- Dataset records -
BEGIN

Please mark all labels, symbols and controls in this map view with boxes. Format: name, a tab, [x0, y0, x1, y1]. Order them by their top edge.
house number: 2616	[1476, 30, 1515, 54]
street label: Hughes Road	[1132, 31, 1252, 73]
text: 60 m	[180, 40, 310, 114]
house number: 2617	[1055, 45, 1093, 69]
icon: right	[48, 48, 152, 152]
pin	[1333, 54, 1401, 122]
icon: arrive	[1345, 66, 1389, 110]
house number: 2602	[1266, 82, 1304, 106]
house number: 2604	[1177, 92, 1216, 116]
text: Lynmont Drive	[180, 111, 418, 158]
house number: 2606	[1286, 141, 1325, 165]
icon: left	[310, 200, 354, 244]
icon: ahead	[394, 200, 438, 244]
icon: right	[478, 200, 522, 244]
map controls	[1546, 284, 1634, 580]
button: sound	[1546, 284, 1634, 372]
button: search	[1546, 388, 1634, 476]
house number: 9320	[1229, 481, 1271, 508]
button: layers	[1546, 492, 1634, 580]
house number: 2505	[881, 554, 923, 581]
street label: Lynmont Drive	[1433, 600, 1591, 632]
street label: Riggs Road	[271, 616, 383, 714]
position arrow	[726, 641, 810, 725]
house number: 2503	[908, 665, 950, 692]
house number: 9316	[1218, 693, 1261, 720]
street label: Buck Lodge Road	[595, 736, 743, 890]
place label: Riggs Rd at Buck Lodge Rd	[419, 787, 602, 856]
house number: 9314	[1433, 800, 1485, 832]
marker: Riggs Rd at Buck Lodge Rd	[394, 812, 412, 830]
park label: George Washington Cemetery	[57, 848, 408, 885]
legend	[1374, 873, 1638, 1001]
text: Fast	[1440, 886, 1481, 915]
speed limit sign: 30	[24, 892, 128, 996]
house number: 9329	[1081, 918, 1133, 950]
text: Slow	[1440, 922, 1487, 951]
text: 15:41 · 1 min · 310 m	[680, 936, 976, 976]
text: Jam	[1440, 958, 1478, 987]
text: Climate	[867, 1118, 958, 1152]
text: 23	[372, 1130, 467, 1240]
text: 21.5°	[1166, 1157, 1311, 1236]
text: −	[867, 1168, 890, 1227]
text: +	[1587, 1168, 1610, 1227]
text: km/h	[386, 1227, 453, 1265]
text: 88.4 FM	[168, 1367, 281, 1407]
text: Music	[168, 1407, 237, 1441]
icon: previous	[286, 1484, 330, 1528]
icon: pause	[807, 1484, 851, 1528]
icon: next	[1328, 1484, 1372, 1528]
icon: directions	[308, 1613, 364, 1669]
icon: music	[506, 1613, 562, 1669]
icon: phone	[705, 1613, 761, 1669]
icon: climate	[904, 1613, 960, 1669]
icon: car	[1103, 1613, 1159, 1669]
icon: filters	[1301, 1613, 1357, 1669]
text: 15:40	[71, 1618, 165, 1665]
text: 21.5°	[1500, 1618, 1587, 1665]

END

Every line of the data above should be reproduced word for word.

- Answer for this exercise -
Please mark all labels, symbols and controls in this map view with boxes. Format: name, a tab, [x0, y0, x1, y1]. Order them by their top edge.
house number: 2616	[1476, 30, 1515, 54]
street label: Hughes Road	[1132, 31, 1252, 73]
text: 60 m	[180, 40, 310, 114]
house number: 2617	[1055, 45, 1093, 69]
icon: right	[48, 48, 152, 152]
pin	[1333, 54, 1401, 122]
icon: arrive	[1345, 66, 1389, 110]
house number: 2602	[1266, 82, 1304, 106]
house number: 2604	[1177, 92, 1216, 116]
text: Lynmont Drive	[180, 111, 418, 158]
house number: 2606	[1286, 141, 1325, 165]
icon: left	[310, 200, 354, 244]
icon: ahead	[394, 200, 438, 244]
icon: right	[478, 200, 522, 244]
map controls	[1546, 284, 1634, 580]
button: sound	[1546, 284, 1634, 372]
button: search	[1546, 388, 1634, 476]
house number: 9320	[1229, 481, 1271, 508]
button: layers	[1546, 492, 1634, 580]
house number: 2505	[881, 554, 923, 581]
street label: Lynmont Drive	[1433, 600, 1591, 632]
street label: Riggs Road	[271, 616, 383, 714]
position arrow	[726, 641, 810, 725]
house number: 2503	[908, 665, 950, 692]
house number: 9316	[1218, 693, 1261, 720]
street label: Buck Lodge Road	[595, 736, 743, 890]
place label: Riggs Rd at Buck Lodge Rd	[419, 787, 602, 856]
house number: 9314	[1433, 800, 1485, 832]
marker: Riggs Rd at Buck Lodge Rd	[394, 812, 412, 830]
park label: George Washington Cemetery	[57, 848, 408, 885]
legend	[1374, 873, 1638, 1001]
text: Fast	[1440, 886, 1481, 915]
speed limit sign: 30	[24, 892, 128, 996]
house number: 9329	[1081, 918, 1133, 950]
text: Slow	[1440, 922, 1487, 951]
text: 15:41 · 1 min · 310 m	[680, 936, 976, 976]
text: Jam	[1440, 958, 1478, 987]
text: Climate	[867, 1118, 958, 1152]
text: 23	[372, 1130, 467, 1240]
text: 21.5°	[1166, 1157, 1311, 1236]
text: −	[867, 1168, 890, 1227]
text: +	[1587, 1168, 1610, 1227]
text: km/h	[386, 1227, 453, 1265]
text: 88.4 FM	[168, 1367, 281, 1407]
text: Music	[168, 1407, 237, 1441]
icon: previous	[286, 1484, 330, 1528]
icon: pause	[807, 1484, 851, 1528]
icon: next	[1328, 1484, 1372, 1528]
icon: directions	[308, 1613, 364, 1669]
icon: music	[506, 1613, 562, 1669]
icon: phone	[705, 1613, 761, 1669]
icon: climate	[904, 1613, 960, 1669]
icon: car	[1103, 1613, 1159, 1669]
icon: filters	[1301, 1613, 1357, 1669]
text: 15:40	[71, 1618, 165, 1665]
text: 21.5°	[1500, 1618, 1587, 1665]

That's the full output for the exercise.